Review of Cyberstorm by Matthew Mather

Review by Lyn Perry

Cyberstorm by Matthew Mather is a snowmaggedon/society breakdown kind of novel. The author does a good job setting up the story and then peppering it with some realistic survivalist tactics and probable prepper type scenarios. However, the story started to drag about a third of the way in and I started skimming once I realized we were going to live each day in real time with the survivors of an apartment building in NYC.

The writing is pretty solid, though, and Mather purposefully focuses on the characters and their interactions; but the genre itself primes the reader for more action I think. I kept expecting the story to widen out and pull back the curtain on the cyber attack itself and its impact on the rest of the world. As another reviewer wrote: "This ended up being more of a survival story amid a disaster in the concrete jungle, than a book about cyber espionage." And I agree, though for what it was I was generally captivated by the narrative's inevitable slide toward chaos, which seemed quite realistic.

Not a bad read, really. Three or three and a half star rating from me because there wasn't much of a climax.

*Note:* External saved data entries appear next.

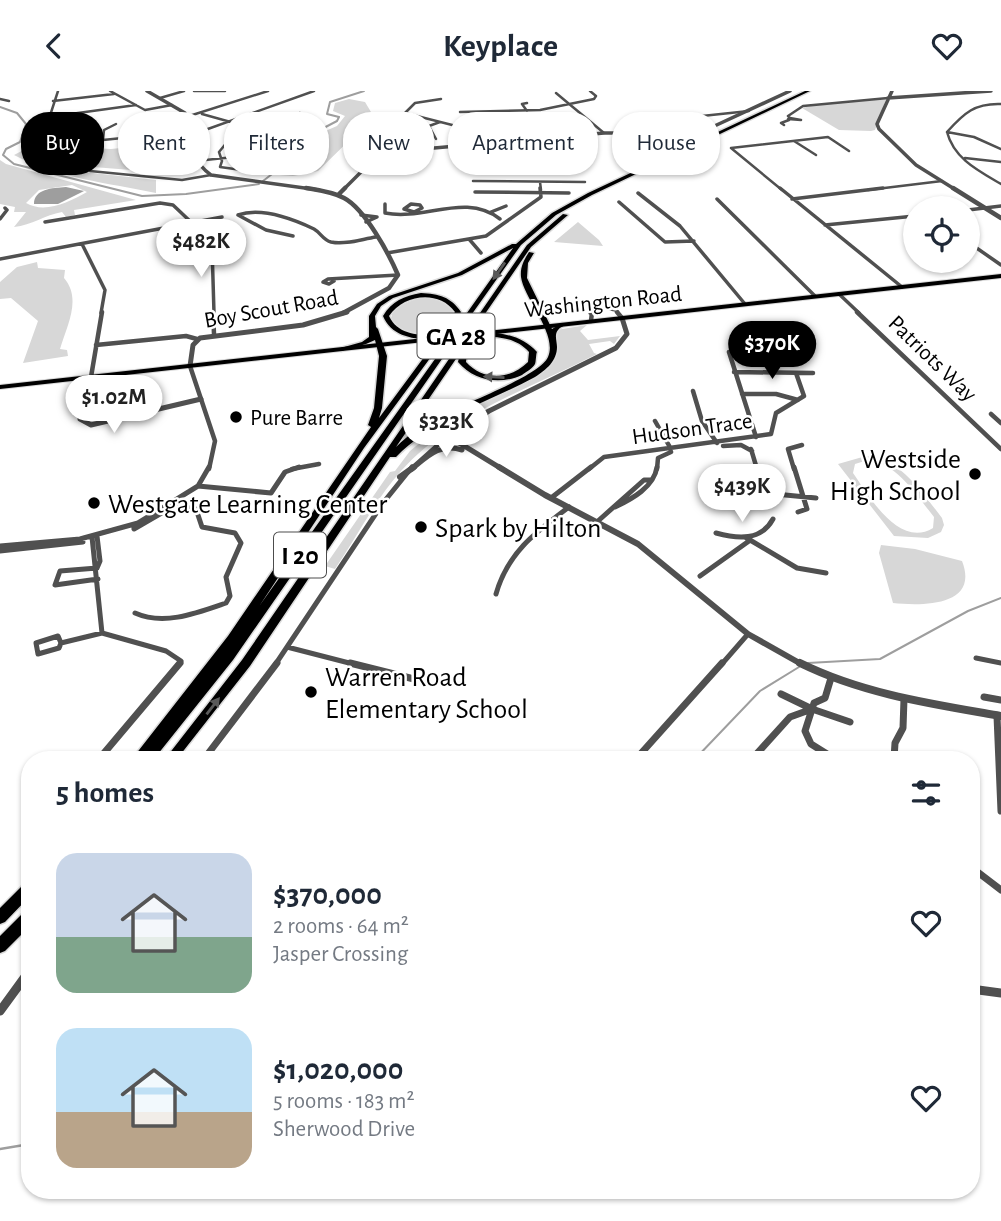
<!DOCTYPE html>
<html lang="en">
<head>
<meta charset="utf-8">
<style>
	body { margin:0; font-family:"Alegreya Sans",sans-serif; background:#f6f6f7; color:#1f2937; height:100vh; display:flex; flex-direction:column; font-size:26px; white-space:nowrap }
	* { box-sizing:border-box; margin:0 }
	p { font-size:23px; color:#747a83 }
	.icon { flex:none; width:38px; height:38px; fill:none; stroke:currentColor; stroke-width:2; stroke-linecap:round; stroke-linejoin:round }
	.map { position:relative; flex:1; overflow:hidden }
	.details { position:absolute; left:21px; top:660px; width:959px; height:448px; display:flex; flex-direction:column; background:#fff; border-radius:28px; box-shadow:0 2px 5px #0004 }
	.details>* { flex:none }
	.hud { position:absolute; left:21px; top:21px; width:959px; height:63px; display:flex; gap:14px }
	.tools { position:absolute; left:903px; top:105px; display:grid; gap:14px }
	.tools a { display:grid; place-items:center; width:77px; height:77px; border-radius:50%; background:#fff; box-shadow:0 2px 5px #0004; font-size:35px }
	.price { position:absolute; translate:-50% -60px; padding:0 16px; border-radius:24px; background:#fff; color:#222; font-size:23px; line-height:46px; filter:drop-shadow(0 2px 4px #0008) }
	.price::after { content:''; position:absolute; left:50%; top:42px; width:21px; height:16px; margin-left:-10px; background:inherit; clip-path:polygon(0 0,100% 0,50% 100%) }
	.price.on { background:#000; color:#fff }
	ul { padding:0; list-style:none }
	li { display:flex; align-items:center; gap:21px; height:175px; padding:0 35px }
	li span { display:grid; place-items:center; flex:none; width:196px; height:140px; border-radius:21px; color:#555 }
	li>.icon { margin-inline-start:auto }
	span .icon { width:84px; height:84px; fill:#fffc; stroke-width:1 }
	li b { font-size:30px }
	h2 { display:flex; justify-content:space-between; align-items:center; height:84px; padding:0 35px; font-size:30px }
	.chip { padding:0 24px; border-radius:28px; background:#fff; box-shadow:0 2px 5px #0004; font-size:24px; line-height:63px }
	.chip.on { background:#000; color:#fff }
	header { display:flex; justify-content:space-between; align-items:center; height:91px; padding:0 35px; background:#fff; font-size:32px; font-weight:700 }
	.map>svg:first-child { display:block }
	.green { fill:#d7d7d7; fill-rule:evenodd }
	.water { fill:#9e9e9e }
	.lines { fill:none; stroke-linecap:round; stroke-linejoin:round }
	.stream-far1 { stroke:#9e9e9e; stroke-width:2 }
	.stream { stroke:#9e9e9e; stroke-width:2.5 }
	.primary-casing { stroke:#dbdbdb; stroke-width:2 }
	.motorway-casing { stroke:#dbdbdb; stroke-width:3 }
	.minor-far5 { stroke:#505050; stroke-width:2.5 }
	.minor-far4 { stroke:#505050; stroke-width:3.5 }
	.minor-far3 { stroke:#505050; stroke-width:4.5 }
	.minor-far2 { stroke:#505050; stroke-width:5 }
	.minor-far1 { stroke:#505050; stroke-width:7 }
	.minor { stroke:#505050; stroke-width:9 }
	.tertiary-far4 { stroke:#505050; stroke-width:3.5 }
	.tertiary-far3 { stroke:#505050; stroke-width:4.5 }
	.tertiary-far2 { stroke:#505050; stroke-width:5 }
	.tertiary-far1 { stroke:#505050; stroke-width:6 }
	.tertiary { stroke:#505050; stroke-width:8 }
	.primary { fill:#000; fill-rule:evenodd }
	.motorway { fill:#000; fill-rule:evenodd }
	.motorway-bridge-casing { stroke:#dbdbdb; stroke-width:10; stroke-linecap:butt }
	.motorway-bridge { stroke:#000; stroke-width:8 }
	.oneway { fill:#595959 }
	.poi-dot { fill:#000; stroke:#fff; stroke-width:2.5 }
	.labels { text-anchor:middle; stroke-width:5; stroke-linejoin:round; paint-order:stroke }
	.far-street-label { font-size:23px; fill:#000; stroke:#fff }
	.far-poi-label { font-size:23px; fill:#000; stroke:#fff; text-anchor:start }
	.shield { fill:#fff; stroke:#4c4c4c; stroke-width:2 }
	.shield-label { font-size:26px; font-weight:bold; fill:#000 }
	.poi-label { font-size:28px; fill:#000; stroke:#fff; text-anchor:start }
</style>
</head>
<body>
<header><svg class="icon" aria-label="back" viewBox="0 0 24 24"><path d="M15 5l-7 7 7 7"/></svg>Keyplace<svg class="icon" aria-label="heart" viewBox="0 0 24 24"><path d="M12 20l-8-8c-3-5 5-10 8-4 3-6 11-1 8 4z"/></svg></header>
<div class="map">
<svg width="1001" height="1130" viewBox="0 0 1001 1130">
	<rect width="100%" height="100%" fill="#fff"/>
	<path class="green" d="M349,8L365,11L371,21L368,31L318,80L293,85L280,84L317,55L323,41L337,35L345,25L333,20L335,12Z
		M886,8L875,39L871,40L839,39L802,17L815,14Z
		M84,43L86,47L72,52L74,56L111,58L191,50V67L152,69L142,74L144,80L93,76L84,81L156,89V102C109,92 56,87 14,64L37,52Z
		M0,69L6,73L136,109L74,119L75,124L66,126L62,121C45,124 32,134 14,136L26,121H14L15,116L0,113ZM72,94L87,101C69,111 45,123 26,112L39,99Z
		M578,131L599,149L603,155L554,151Z
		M37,171L38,177L65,179L64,187C82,208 67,234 60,258L67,259L68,265L23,272L38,230L11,207L0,208V191L17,176Z
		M418,207C433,207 448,206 454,222L439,242C422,245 403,242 390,230L394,217Z
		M587,234L580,240L588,249L620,245L614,253L610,250L589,253L594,262L597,263C531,297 452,323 401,380C375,409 357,446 335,478L325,475L390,381L395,380L410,360L444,332L441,330L546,278L558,261L556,239Z
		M866,365C900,367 922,401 942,427L944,434L941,441L928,447L894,445L838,373ZM868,369C897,372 917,405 934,426L933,437C899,458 869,405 853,382L855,373Z
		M881,454L915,458L962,470C980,516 921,515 893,512L879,462Z"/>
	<path class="water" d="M491,60L501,62L504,67L501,74C476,84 469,77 450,62Z
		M66,96L84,100L58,113H34C34,98 52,97 66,96Z"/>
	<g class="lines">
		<path class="stream-far1" d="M0,16L17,22L26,33L20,51L6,58L3,64L14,73L142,105L186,103L259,93
			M263,90L307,56L316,41L337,30L339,26L327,23L330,11L364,0
			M808,572L880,568L968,520L1001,507
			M695,668L760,600L799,576"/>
		<path class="stream" d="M0,1058L30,1053"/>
		<g class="primary-casing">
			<path id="primary" d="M1001,183V187L0,298V294Z"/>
		</g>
		<g class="motorway-casing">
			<path id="motorway" d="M805,0H810L592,104L556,124L521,154L462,237L457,236L513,157L462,184L393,207L381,215L375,225L376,236L378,238L387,265L382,317L379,327L433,254L439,255L364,357L260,514L445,254L451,255L233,569L154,668H132L228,545L371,336L368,334L374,317L379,265L375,249L366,253L341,260L337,258L362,251L369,246V225L377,213L389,205L458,182L512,153H516L552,122L588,102Z
				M563,123L568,124L531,156L476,236H472L471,235L527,154Z
				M529,161L534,162L528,172L527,187L552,238L562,232L567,233C564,235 560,236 558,239C554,244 557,250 557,256C557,270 546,279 535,286C487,312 435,327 396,366H390L250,575L177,668H165L242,569L460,252H464L468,254L466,271C483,290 510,289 528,271L529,261C515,245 495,246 475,245L473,244V242C496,240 521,243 537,261C536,262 536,271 535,273C533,277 526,281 522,284C500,294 474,290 458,271L460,262L396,356C409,343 425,333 441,325C462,313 540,285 548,266C558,243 524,208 521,186C520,176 524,169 529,161Z
				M421,202C439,203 451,206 461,221L448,240L443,239L455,221C439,199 404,203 389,225C399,247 426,244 447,244L449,245V247C426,250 393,250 383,225C392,210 404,205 421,202Z
				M30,790V805L5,831L0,833V817L25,792Z
				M30,819V835L5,860L0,862V845L25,820Z"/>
		</g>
		<path class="minor-far5" d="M110,0L145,19L172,14
			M194,0H225
			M556,2L604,42
			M160,7L184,0
			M0,8L9,10
			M441,8L415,12L405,22L464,37L474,53
			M53,10L114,3
			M527,12L522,13L527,20
			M1001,13C975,12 964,22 947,41C954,68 979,80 1001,93
			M460,21L540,19L594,8L596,5L590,0
			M202,23L256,38L279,50
			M49,26L136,14
			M186,26L268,0
			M790,27L788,25L803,15L888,7
			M790,27L801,29L788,28Z
			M282,30L298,34
			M116,33L104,39L103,49L190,40
			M784,34L781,32L789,29
			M398,36L400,59
			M464,37L488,36L501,44L470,47
			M660,37L657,32L700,31
			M708,38L700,31L702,25L749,20
			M45,40L58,0
			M190,41L205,39L314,0
			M947,41L974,46L1001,58
			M34,45L84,24
			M436,48L429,35L440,31
			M794,50L816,64
			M731,57L782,99
			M731,57L828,46L849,60
			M267,64L266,69L249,80L220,76L222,70L219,61L228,50L300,22
			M965,67L1001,71
			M196,70L253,64L274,66L269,70L270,73
			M90,80L182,89L211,84
			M473,90L585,91
			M540,91L541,99
			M868,99L942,90"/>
		<path class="minor-far4" d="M780,97L902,196
			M475,101L569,102
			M638,102L680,135L745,213
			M717,108L815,205
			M792,108L883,97
			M619,111L665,151L694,150
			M385,113V122C425,130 465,101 500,128
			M411,113L420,114L422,117L414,121L404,118Z
			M968,119L1001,115
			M491,121L506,115
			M361,124L377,126L366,131
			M0,128L7,119L5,117
			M45,131L160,112L173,114L192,132
			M191,134L212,155L214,222
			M825,134L915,125
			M293,145L266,139L238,124C261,116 293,128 314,138C321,142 323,149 331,151C346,154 362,148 376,146
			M469,148L481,162
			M968,151L1001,174
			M82,153L105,199L101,222
			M387,162L486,145L541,106L540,97
			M0,168L222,126
			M334,190L329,193L323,191L328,188L398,184
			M839,203L859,222
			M590,222L605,217L616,219L618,222"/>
		<path class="minor-far3" d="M213,221L214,243
			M617,221L622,227
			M857,221L1001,358
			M591,230L592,221
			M96,254L186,245L197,248
			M729,261L756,346
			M190,275L215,350L209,378
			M734,281L813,282
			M91,286L102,221
			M693,300L702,330L717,352
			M742,303H776L798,309
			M991,323L1001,332
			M655,330L671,358
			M723,355L741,354L752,360
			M751,358L757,378
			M292,378L319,373
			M411,378L448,345
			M589,378L604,366L771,343L776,322L804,305L796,282
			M657,378L658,367L671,361
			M794,378L788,358L802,354"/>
		<path class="minor-far2" d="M757,376L760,391L765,402L816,407
			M794,376L807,418L798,421
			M198,395L271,402L285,381L299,376
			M551,407L591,376
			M615,416C632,408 654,396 657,376
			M598,430L644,389H650
			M134,438L179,412
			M716,442C738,448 761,450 773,428
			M97,445L100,470L97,477
			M92,446L102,542L166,560L181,570L178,574
			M745,446L797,477L826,482
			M0,455L80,448L138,432L198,395L209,376
			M0,460L83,451
			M97,477L60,480L55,494L98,488
			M700,485L749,450
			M496,503C508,461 536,441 569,416
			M135,522C164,535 197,522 226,512L230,505L226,486L241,452L235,442L202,436L196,418L177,415
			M58,545L61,552L59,557L38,563L36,552Z
			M61,552L102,542
			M287,556L357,574
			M976,567L1001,572
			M275,574L383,412L412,376
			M721,574L748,543"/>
		<path class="minor-far1" d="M350,572L414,588
			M831,587L825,607L814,612L805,640L811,653L835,668
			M781,603L812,618L850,631
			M984,606L1001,609
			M997,625L1001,720
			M99,668L180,572
			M204,668L277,572
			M636,668L722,572
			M752,668L790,626L812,618
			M894,668L895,652L903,637L904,608
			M971,776L1001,799"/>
		<path class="minor" d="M971,898L1001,902
			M0,920L30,879"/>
		<path class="tertiary-far4" d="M147,0L185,22C190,45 190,70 211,84L319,99
			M892,0L877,33L879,38L916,74L956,99
			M888,7L991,0
			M343,99L361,81L365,69L378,62L604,42H690L708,38L790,0"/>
		<path class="tertiary-far3" d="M306,97C318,99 333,101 344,107C365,118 389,163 398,184L389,197L343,222
			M953,97L1001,127
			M338,104L345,97"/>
		<path class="tertiary-far2" d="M190,275L193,254L200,247L303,234L347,221
			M88,297L80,328L91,334L201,308
			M448,345L502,378
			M448,345L489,320L616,257L627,243L622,227
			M412,378C428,365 440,352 462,359"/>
		<path class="tertiary-far1" d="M499,376L545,404L638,453L748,543L803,574
			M400,386L414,376"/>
		<path class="tertiary" d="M800,572C863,603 932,613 1001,625"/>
		<use href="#primary" class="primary"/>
		<use href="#motorway" class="motorway"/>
		<g class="motorway-bridge-casing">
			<path id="motorway-bridge" d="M462,253L474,235
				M435,255L446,239
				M447,255L460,236"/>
		</g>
		<use href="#motorway-bridge" class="motorway-bridge"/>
	</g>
	<defs><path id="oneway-solid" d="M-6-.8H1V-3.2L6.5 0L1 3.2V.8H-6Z" transform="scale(1.75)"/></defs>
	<g class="oneway">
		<use href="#oneway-solid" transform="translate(499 180) rotate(125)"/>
		<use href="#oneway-solid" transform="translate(494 286) rotate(-177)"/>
		<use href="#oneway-solid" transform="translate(213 615) rotate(-52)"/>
	</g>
	<g class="poi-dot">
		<circle cx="236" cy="326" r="7"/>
		<circle cx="975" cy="383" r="7"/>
		<circle cx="94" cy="412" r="7"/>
		<circle cx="421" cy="436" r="7"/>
		<circle cx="311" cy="601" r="7"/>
	</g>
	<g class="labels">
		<g class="far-street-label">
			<text transform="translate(603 210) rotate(-6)" y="8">Washington Road</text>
			<text transform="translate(271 217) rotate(-10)" y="8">Boy Scout Road</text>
			<text transform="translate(933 267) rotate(44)" y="8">Patriots Way</text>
			<text transform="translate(692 337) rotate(-8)" y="8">Hudson Trace</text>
		</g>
		<g class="far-poi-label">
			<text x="250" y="334">Pure Barre</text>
		</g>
		<g class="shield">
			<rect x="417.5" y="222.5" width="77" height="45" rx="5"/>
			<rect x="274" y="441.5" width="52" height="45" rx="5"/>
		</g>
		<g class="shield-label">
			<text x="456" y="254">GA 28</text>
			<text x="300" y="473">I 20</text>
		</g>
		<g class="poi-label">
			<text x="961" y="377" text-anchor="end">Westside<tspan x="961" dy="32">High School</tspan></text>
			<text x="108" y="422">Westgate Learning Center</text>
			<text x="435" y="446">Spark by Hilton</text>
			<text x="325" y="595">Warren Road<tspan x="325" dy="32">Elementary School</tspan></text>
		</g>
	</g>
</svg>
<div class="tools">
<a><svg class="icon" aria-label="locate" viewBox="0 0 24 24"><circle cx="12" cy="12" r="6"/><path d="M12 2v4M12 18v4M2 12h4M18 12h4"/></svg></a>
</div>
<b class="price" style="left:201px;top:188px">$482K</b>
<b class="price on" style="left:772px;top:290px">$370K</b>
<b class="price" style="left:114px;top:344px">$1.02M</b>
<b class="price" style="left:446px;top:368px">$323K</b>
<b class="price" style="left:742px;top:433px">$439K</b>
<div class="hud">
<a class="chip on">Buy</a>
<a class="chip">Rent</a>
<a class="chip">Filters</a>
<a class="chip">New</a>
<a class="chip">Apartment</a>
<a class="chip">House</a>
</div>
<section class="details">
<h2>5 homes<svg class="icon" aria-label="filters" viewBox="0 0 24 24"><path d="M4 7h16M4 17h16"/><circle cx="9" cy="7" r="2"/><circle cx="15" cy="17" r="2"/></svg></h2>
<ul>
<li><span style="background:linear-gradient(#c9d6e8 60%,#7fa58c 0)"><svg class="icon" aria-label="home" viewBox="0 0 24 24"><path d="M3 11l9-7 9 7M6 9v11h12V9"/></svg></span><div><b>$370,000</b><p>2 rooms · 64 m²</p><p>Jasper Crossing</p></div><svg class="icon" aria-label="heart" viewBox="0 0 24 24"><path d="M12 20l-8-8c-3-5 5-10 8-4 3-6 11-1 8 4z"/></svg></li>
<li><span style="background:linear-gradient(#bfe0f5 60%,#b9a48a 0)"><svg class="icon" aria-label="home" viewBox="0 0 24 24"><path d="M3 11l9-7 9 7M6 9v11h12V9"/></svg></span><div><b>$1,020,000</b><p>5 rooms · 183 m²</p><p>Sherwood Drive</p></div><svg class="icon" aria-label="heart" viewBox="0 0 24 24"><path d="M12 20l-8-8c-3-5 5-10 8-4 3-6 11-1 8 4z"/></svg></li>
</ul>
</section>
</div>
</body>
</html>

The survivalists' desperation ends in a bit of an anti-climax, in fact, and the last 5 to 10 percent of the book is exposition on how a cascade of unfortunate events and paranoid misunderstandings led to a truly terrible breakdown of Manhattan and the rest of the Eastern seaboard. But maybe that's how future disaster situations will spindle out in real life. We may not face an actual dramatic world-ending apocalypse, just an increasing number of dangerous and tragic catastrophes that change our lives in ways we can now only imagine.